Thursday, October 28, 2010

Money, Markets, Stress and Productivity

You work hard to get ahead and ideally put yourself in a better financial situation and ultimately to retire to a comfortable lifestyle.

You know that saving and putting money away is important and you do it when you can.
You wonder if you are doing the right thing.

You are bombarded all day everyday by the 24 hour news and the investerati that you need to do this and you better not do that. It’s confusing to say the least.

Studies show that employees waste a lot of time. Some studies put the figure at as much as one hour a day. In addition, those same studies show that as much as half of that time is spent on personal finance.

Opportunity cost or economic opportunity loss is the value of the next best alternative foregone as a result of making a decision.


When employees choose to engage in activities other than work while at work, they have made such a choice. Besides the time and productivity decrease, it is virtually impossible to know what they may have achieved during that time.

When the activity chosen at work is personal finance however, we can say beyond any reasonable doubt that they have chosen an activity which is not only detrimental to their employer but detrimental to themselves as well.


While it is great to see people taking an interest, it is entirely unhealthy for a business to have its employees re-balancing their 401k, day trading, calling their stockbroker, stock picking and monitoring the stock market.


And what’s worse is that it’s all likely to no avail since every study on the subject shows that passive investing beats active investing over any reasonable time-frame, especially given the lowering of index fund fees.

Engaging in an activity at work that isn’t work is a waste of valuable productive time but to engage in an activity that has been proven to be counterproductive is hard to imagine but it happens every day in every office.

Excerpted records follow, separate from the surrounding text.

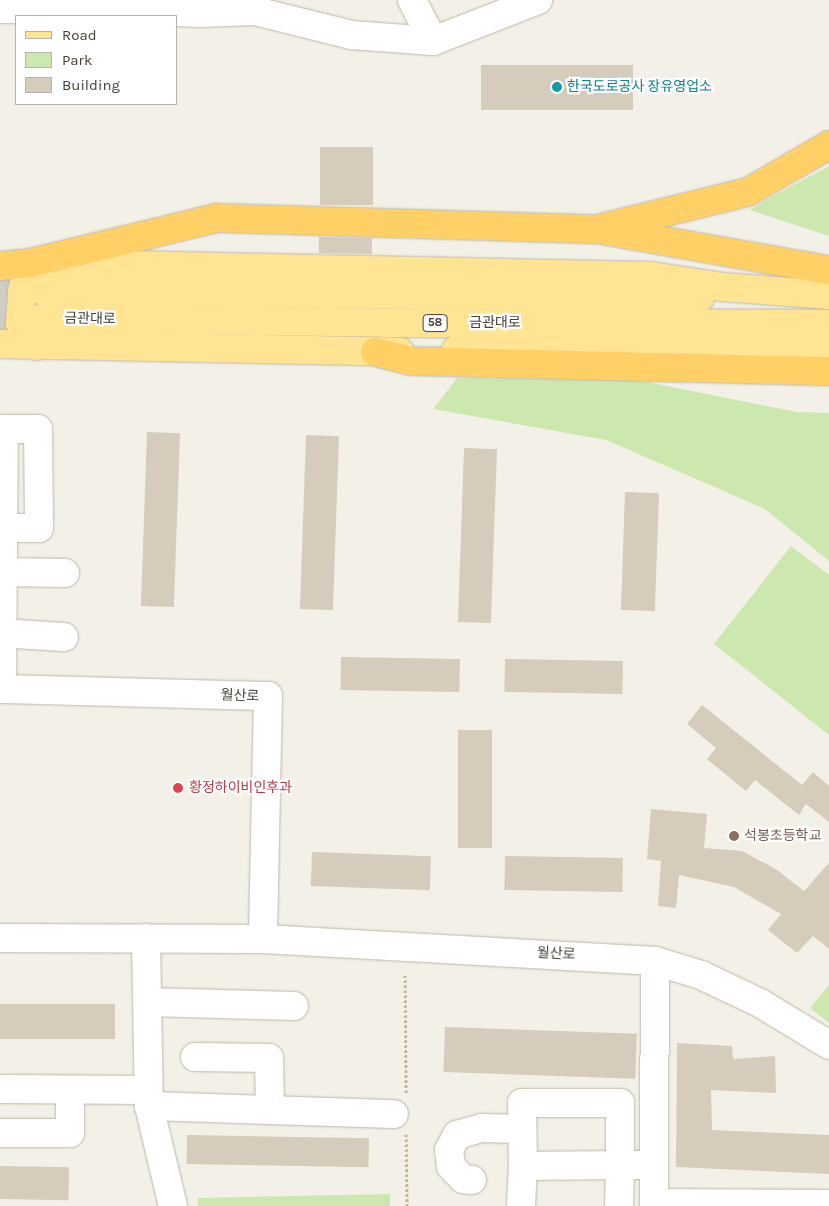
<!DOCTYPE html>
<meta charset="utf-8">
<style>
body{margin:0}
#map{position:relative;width:829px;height:1206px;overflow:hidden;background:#f3f0e7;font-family:Karla,"Noto Sans KR",sans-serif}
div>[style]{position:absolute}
.green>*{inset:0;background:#cde8af}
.building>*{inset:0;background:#d5ccbc;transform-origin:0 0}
.major-tunnel>*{height:28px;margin-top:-14px;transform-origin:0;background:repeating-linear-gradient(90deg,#d0cdc4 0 28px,transparent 0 42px)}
.path>*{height:3px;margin-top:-1.5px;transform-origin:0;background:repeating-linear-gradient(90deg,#c1b49a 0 2.5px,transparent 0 5px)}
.roads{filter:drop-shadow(0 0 1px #bfb8a9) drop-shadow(0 0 1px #bfb8a9)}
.minor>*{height:28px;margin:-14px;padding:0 14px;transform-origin:14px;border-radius:14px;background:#fff}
.major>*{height:28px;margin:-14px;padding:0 14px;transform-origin:14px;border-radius:14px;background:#ffe494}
.highway>*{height:28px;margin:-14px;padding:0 14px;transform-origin:14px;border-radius:14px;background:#ffd066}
.dots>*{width:14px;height:14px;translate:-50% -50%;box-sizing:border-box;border:2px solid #fff;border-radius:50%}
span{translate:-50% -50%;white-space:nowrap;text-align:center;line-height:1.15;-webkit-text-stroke:4.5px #fff;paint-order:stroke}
.shield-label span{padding:1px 4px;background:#fff;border:1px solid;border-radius:4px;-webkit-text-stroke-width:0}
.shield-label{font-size:12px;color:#464036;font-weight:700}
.culture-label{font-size:14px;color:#0d838f}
.left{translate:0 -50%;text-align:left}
.street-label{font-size:14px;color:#464036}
.health-label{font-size:14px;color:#be3a42}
.education-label{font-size:14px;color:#785e54}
.legend{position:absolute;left:15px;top:15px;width:162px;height:90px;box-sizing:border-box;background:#fff;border:1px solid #b5b3af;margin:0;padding:6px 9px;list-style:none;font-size:15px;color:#464036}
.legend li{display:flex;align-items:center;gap:10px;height:25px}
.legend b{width:25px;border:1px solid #b5b3af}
</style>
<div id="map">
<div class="green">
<div style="clip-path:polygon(829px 166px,829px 236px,750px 210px,762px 202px)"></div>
<div style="clip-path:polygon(457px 378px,637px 380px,797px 412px,829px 413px,829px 561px,765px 509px,606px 440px,433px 409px)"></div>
<div style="clip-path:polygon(791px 546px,829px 575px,829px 735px,714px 644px)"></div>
<div style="clip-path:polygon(829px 985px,829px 1023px,810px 1008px)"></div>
<div style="clip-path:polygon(390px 1194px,390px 1206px,198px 1206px,198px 1198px)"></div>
</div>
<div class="building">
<div style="left:481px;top:65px;width:152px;height:45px"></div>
<div style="left:320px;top:147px;width:53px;height:58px"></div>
<div style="left:319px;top:237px;width:53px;height:16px;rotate:1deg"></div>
<div style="left:147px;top:432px;width:33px;height:174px;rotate:2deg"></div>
<div style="left:306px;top:435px;width:33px;height:174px;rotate:2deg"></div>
<div style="left:464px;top:448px;width:33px;height:174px;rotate:2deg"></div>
<div style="left:625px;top:492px;width:34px;height:118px;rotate:2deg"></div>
<div style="left:341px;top:657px;width:119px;height:33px;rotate:1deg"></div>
<div style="left:505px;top:659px;width:118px;height:33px;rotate:1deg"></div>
<div style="clip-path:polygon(702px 705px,802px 785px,813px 772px,829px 786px,829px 822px,806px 804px,799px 815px,755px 780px,746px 791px,707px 759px,716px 748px,687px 724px)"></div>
<div style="left:458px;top:730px;width:34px;height:118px"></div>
<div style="clip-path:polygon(651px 809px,707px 814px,704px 848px,742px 851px,777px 870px,804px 891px,829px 863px,829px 949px,813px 936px,797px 953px,768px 930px,781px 914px,734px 887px,679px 875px,676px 908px,658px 906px,661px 861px,647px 859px)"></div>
<div style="left:312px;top:852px;width:119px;height:34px;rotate:2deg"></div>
<div style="left:505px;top:856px;width:118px;height:34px;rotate:1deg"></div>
<div style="left:0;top:1004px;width:115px;height:35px"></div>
<div style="left:445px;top:1027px;width:192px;height:45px;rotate:2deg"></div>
<div style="clip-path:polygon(677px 1043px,732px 1046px,733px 1059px,775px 1056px,776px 1093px,711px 1090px,712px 1130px,829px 1135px,829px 1174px,676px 1167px)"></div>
<div style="left:187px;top:1135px;width:182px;height:29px;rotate:1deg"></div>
<div style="left:0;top:1166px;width:69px;height:33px;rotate:1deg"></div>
</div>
<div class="major-tunnel">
<div style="left:0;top:290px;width:43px;rotate:1.3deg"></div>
<div style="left:0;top:318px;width:41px"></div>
</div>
<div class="path">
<div style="left:405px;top:975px;width:118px;rotate:89.5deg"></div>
<div style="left:406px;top:1134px;width:72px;rotate:89.2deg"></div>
</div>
<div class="roads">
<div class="minor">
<div style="left:105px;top:0;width:14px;rotate:39deg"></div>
<div style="left:116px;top:9px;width:84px;rotate:2.7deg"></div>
<div style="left:200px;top:13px;width:55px;rotate:-2.1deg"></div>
<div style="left:255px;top:11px;width:99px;rotate:14deg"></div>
<div style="left:351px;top:35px;width:82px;rotate:4.2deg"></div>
<div style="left:433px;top:41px;width:46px;rotate:-117.1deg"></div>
<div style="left:0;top:9px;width:116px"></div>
<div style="left:433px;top:41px;width:113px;rotate:-21.3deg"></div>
<div style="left:3px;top:572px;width:62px;rotate:0.9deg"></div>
<div style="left:0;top:633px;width:64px;rotate:3.6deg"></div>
<div style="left:0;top:689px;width:268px;rotate:1.5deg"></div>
<div style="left:268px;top:696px;width:243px;rotate:91.2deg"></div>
<div style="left:2px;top:689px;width:260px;rotate:-89.6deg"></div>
<div style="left:4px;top:429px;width:34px"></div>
<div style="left:38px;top:429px;width:99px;rotate:89.4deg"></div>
<div style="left:39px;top:528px;width:35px;rotate:180deg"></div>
<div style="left:0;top:938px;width:263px;rotate:0.2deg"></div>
<div style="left:263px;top:939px;width:393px;rotate:3.2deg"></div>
<div style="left:655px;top:961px;width:48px;rotate:16.9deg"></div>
<div style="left:701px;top:975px;width:65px;rotate:25.4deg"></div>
<div style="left:760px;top:1003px;width:81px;rotate:31.3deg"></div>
<div style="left:146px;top:938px;width:168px;rotate:89deg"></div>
<div style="left:149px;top:1106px;width:103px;rotate:76.5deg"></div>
<div style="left:147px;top:1002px;width:147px;rotate:1.6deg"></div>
<div style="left:195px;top:1057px;width:74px;rotate:0.8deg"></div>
<div style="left:269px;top:1058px;width:52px;rotate:88.9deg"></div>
<div style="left:0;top:1089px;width:148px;rotate:0.4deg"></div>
<div style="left:149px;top:1106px;width:245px;rotate:1.9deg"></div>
<div style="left:0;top:1133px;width:70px"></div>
<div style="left:70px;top:1133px;width:43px;rotate:-90deg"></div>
<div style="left:472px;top:1180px;width:9px;rotate:-174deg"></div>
<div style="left:463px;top:1179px;width:18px;rotate:-133deg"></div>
<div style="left:451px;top:1166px;width:16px;rotate:-97deg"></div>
<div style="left:449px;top:1150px;width:17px;rotate:-62deg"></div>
<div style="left:457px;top:1135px;width:26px;rotate:-16deg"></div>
<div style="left:482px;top:1128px;width:40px;rotate:1.4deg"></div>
<div style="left:654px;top:1203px;width:175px;rotate:0.3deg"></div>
<div style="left:521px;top:1206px;width:40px;rotate:-87.1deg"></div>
<div style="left:619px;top:1206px;width:41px;rotate:-88.6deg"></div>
<div style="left:620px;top:1165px;width:62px;rotate:-90deg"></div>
<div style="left:620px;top:1103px;width:98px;rotate:180deg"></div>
<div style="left:522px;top:1103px;width:63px;rotate:89.1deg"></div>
<div style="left:523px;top:1166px;width:97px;rotate:-0.6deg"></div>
<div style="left:620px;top:1165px;width:34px"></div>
<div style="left:654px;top:1206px;width:245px;rotate:-89.8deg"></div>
</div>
<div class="major">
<div style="left:43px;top:291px;width:657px;rotate:0.61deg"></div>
<div style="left:41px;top:318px;width:345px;rotate:0.8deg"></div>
<div style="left:386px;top:323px;width:443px;rotate:0.1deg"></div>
<div style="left:0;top:344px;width:400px;rotate:1.1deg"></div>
<div style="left:37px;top:346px;width:29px;rotate:-126deg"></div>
<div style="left:20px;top:323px;width:32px;rotate:-86deg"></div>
<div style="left:22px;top:291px;width:29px;rotate:-74deg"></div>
<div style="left:30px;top:263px;width:621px;rotate:1.2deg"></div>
<div style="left:651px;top:276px;width:73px;rotate:8.7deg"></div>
<div style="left:723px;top:287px;width:106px;rotate:4.3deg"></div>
<div style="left:456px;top:350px;width:201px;rotate:-1.4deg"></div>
<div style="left:657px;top:345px;width:172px;rotate:0.3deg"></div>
</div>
<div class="highway">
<div style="left:607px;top:231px;width:225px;rotate:10deg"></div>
<div style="left:0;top:266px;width:30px;rotate:-6deg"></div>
<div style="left:30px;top:263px;width:191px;rotate:-13.6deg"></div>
<div style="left:216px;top:218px;width:381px;rotate:1.7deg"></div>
<div style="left:597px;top:229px;width:155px;rotate:-13.8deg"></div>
<div style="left:748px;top:192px;width:94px;rotate:-30.1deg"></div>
<div style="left:375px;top:352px;width:36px;rotate:14deg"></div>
<div style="left:410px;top:361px;width:419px;rotate:1.4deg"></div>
</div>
</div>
<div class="dots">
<div style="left:557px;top:87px;background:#0f9aa8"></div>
<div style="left:178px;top:788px;background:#e0444e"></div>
<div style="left:734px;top:836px;background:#8d6e63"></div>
</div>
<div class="shield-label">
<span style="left:435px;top:323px">58</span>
</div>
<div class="culture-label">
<span class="left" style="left:567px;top:87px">한국도로공사 장유영업소</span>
</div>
<div class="street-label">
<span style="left:90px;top:319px;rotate:1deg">금관대로</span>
<span style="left:495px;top:323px">금관대로</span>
<span style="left:240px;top:696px;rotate:2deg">월산로</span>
<span style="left:556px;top:954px;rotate:3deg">월산로</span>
</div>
<div class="health-label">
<span class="left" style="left:189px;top:788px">황정하이비인후과</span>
</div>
<div class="education-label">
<span class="left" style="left:744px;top:836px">석봉초등학교</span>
</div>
<ul class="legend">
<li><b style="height:6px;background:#ffe494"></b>Road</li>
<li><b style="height:14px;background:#cde8af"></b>Park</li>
<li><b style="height:14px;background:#d5ccbc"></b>Building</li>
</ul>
</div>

The solution is simple. Consider the fact that over 90% of professional money managers cannot beat the simple S&P 500 index.

There is an abundance of evidence that suggests that simply buying an index fund (either ETF or mutual fund) will not only save you a fortune in fees over a lifetime but increase your investment results. Furthermore, you will personally be better off as well having more time and less stress.



About our Guest Author:


Scott Barclay is the author of ‘How the Investment Business Really Works’ (www.htibrw.com) and is a sought after speaker and workshop facilitator.

Mr. Barclay worked for some of wall street’s biggest firms and knows how the investment business really works. He graduated from the University of Alberta in Psychology and Physics and has completed graduate work in both finance and organizational behavior from McMaster University and the University of Texas at Dallas.

2 comments:

Anonymous said...

interesting article. i have noticed far too often that people are consumed with investing to the point of paralysis and avoidance of work.

Anonymous said...

Well said. I notice people at work doing everything but working.